The capacity of the share pool is based on the size of the requested unit. Capacity is the maximum units of the given size that can be placed in the share pool if the whole share pool is free.

Characteristics of share usage:
  • Each sub-allocation has a different unit size and has its own share usage.
  • Each allocation's share usage is the sum of share usage of its sub-allocations.
  • For leaf consumers, share usage is the sum of share usage of all of its allocations.
  • For non-leaf consumers, share usage is the sum of share usage of its children.
Share usage quota is calculated as follows:
  • Each sub-allocation has a different unit size and has its own share usage.
  • Each allocation's share usage is the sum of share usage of its sub-allocations.
  • For leaf consumers, share usage is the sum of share usage of all of its allocations.
  • For non-leaf consumers, share usage is the sum of share usage of its children.
  • If there is no outstanding demand, share usage of the consumer is equivalent to the share usage quota. An exception to this rule is when the consumer is using more than its share limit. In this case, resources are reclaimed from this consumer first and the share usage becomes the share usage quota.
  • If there is outstanding demand:
    1. Calculate the total share usage of the share pool to be the share usage sum of all consumers.
    2. Calculate the usage demand of each sub-allocation as:

      number of demanded units/capacity of share pool

      If the result is greater than 1, set it to 1. For parent consumers, calculate the usage demand to be the sum of its children's demands.

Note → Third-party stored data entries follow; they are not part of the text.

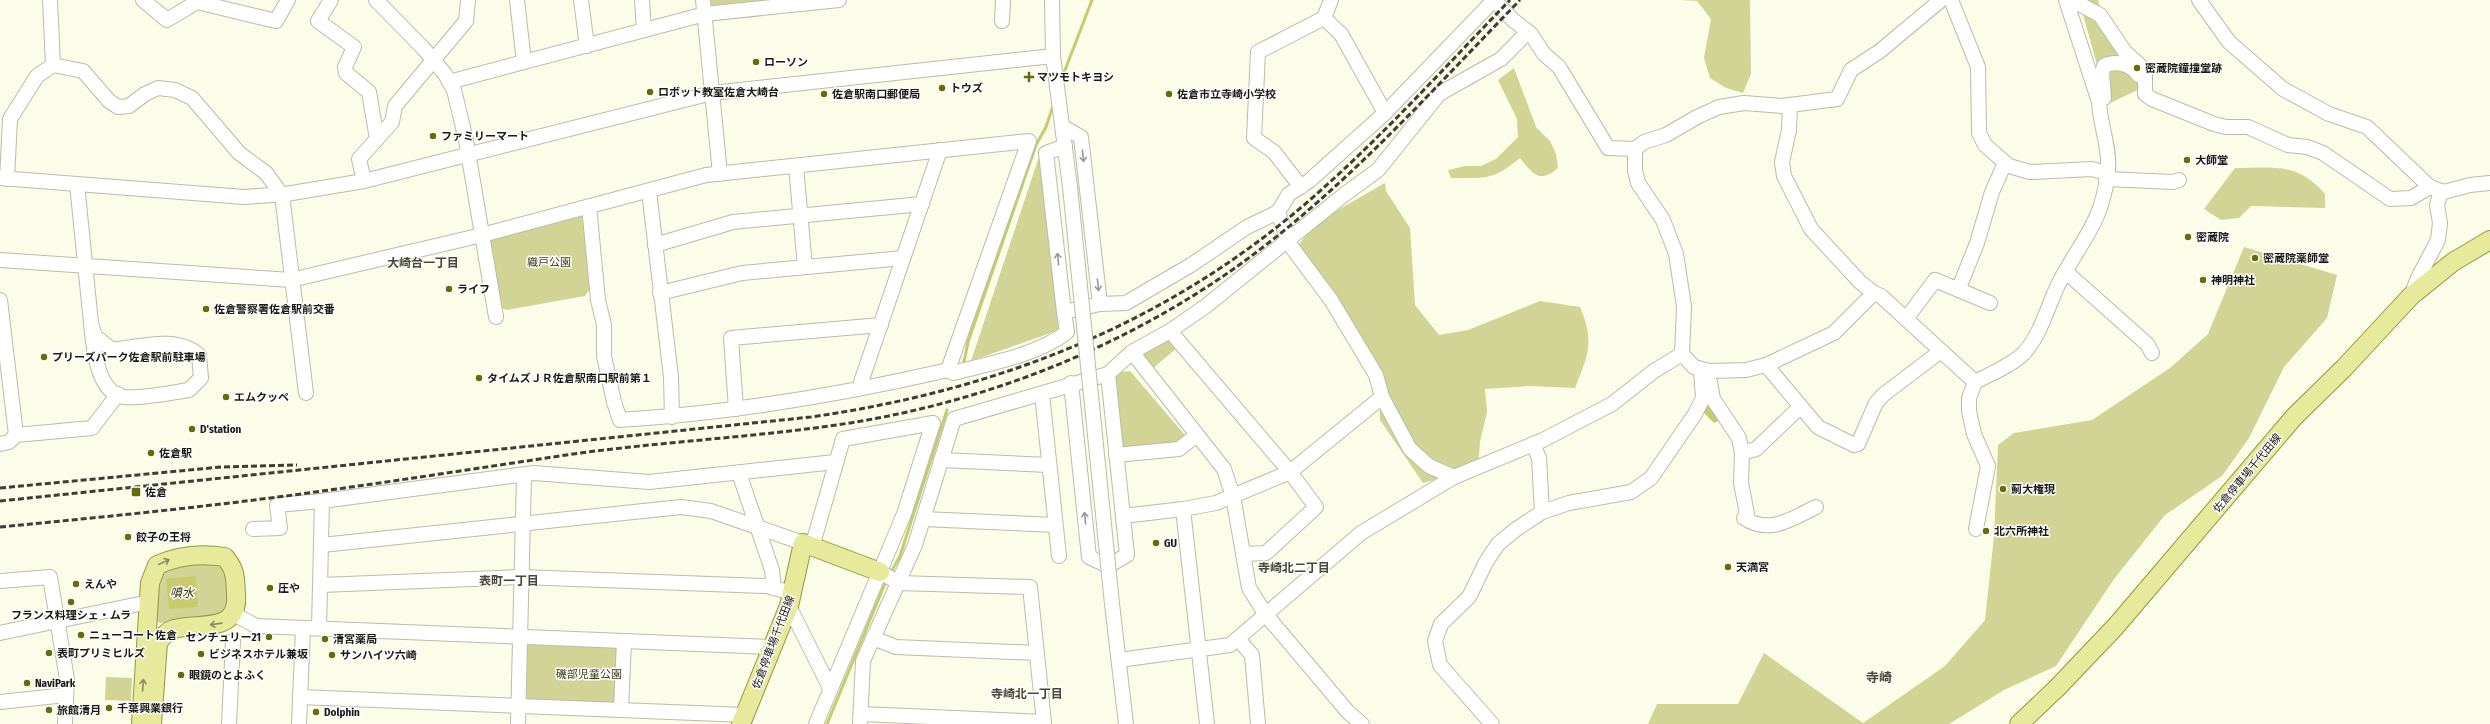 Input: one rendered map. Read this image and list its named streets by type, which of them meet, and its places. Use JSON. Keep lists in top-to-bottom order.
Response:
{
  "streets": {
    "main road": ["佐倉停車場千代田線"]
  },
  "districts": [
    "大崎台一丁目",
    "寺崎北二丁目",
    "表町一丁目",
    "寺崎",
    "寺崎北一丁目"
  ],
  "water": ["噴水"],
  "parks": ["織戸公園", "磯部児童公園"],
  "places": {
    "other": [
      "ローソン",
      "密蔵院鐘撞堂跡",
      "トウズ",
      "ロボット教室佐倉大崎台",
      "佐倉駅南口郵便局",
      "佐倉市立寺崎小学校",
      "ファミリーマート",
      "大師堂",
      "密蔵院",
      "密蔵院薬師堂",
      "神明神社",
      "ライフ",
      "佐倉警察署佐倉駅前交番",
      "プリーズパーク佐倉駅前駐車場",
      "タイムズＪＲ佐倉駅南口駅前第１",
      "エムクッペ",
      "D'station",
      "佐倉駅",
      "薊大権現",
      "北六所神社",
      "餃子の王将",
      "GU",
      "天満宮",
      "えんや",
      "圧や",
      "フランス料理シェ・ムラ",
      "ニューコート佐倉",
      "センチュリー21",
      "清宮薬局",
      "表町プリミヒルズ",
      "ビジネスホテル兼坂",
      "サンハイツ六崎",
      "眼鏡のとよふく",
      "NaviPark",
      "千葉興業銀行",
      "旅館清月",
      "Dolphin"
    ],
    "health": ["マツモトキヨシ"],
    "transit": ["佐倉"]
  }
}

    3. Calculate the share usage quota of each consumer. (The approach is similar to how share quota in the slot policy is calculated, only in this case the starting value is total share usage of the share pool instead of total slots in the share pool.) Starting from the root consumer, traverse all priorities from highest to lowest, and for each priority, traverse all consumers and distribute the share usage quota to each consumer proportionally to their share ratio for that priority level. If the distributed value is more than the share usage demand of the consumer, only distribute the share usage quota up to meet the demand and allow other consumers to share it again. For each middle consumer, repeat the assignment process until all leaf consumer get their share usage quota.
For example, assume the total usage (sum of usage of all consumers) in the following consumer tree is 1:
Example multidimensional scheduling share usage quota tree

If consumer A and consumer B both have enough demand, consumer A's usage quota will be 0.3333, and consumer B's usage quota will be 0.6666. Consumer C's quota is 0. Moving down one level in the tree, consumer A1's usage quota will be 0.11111 and consumer A2's usage quota will be 0.2222. Consumer B1's usage quota will be 0.6666, which is the same as the usage quota of its parent, and consumer B2's usage quota will be 0 because it has a low share priority compared to consumer B1.

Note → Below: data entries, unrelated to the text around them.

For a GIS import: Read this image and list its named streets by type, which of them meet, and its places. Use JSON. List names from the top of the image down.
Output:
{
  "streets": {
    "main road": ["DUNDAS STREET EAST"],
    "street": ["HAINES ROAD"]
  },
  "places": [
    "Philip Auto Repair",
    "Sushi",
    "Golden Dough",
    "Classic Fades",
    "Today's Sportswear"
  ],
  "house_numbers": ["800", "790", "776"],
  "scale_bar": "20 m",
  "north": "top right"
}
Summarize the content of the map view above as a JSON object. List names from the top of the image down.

How free resources are assigned

Unallocated resources in share pools are assigned to consumers as follows:
  1. Calculate the percentage of a parent's capacity that should be distributed to each child.
    1. Remove all nodes that are satisfied from the consumer tree.
    2. Starting from the root, apply the following recursive algorithm:
      • If children of the current node are high-priority nodes, set the percentage of the highest-priority child to 100% and all others to 0%.
      • If children of the current node are share nodes, set the percentage to [(child's configured share / SUM((sibling's configured share) + (child's configured share))]
  2. Assign resources to the most under-used node.
    1. If children of the current node are high priority nodes, go to the highest-priority child.
    2. If children of the current node are share nodes, go to the most under-used child. The most under-used child is the node with the smallest (share usage / share ratio).
    3. Once a leaf node is reached, try to assign a free resource to it.
      • If the free resource cannot be assigned to the node, remove the node from the consumer tree.
      • If the node is now satisfied, remove the node from the consumer tree.
    4. Update the share usage of the parent node as needed and repeat the resource distribution process until the consumer tree is empty.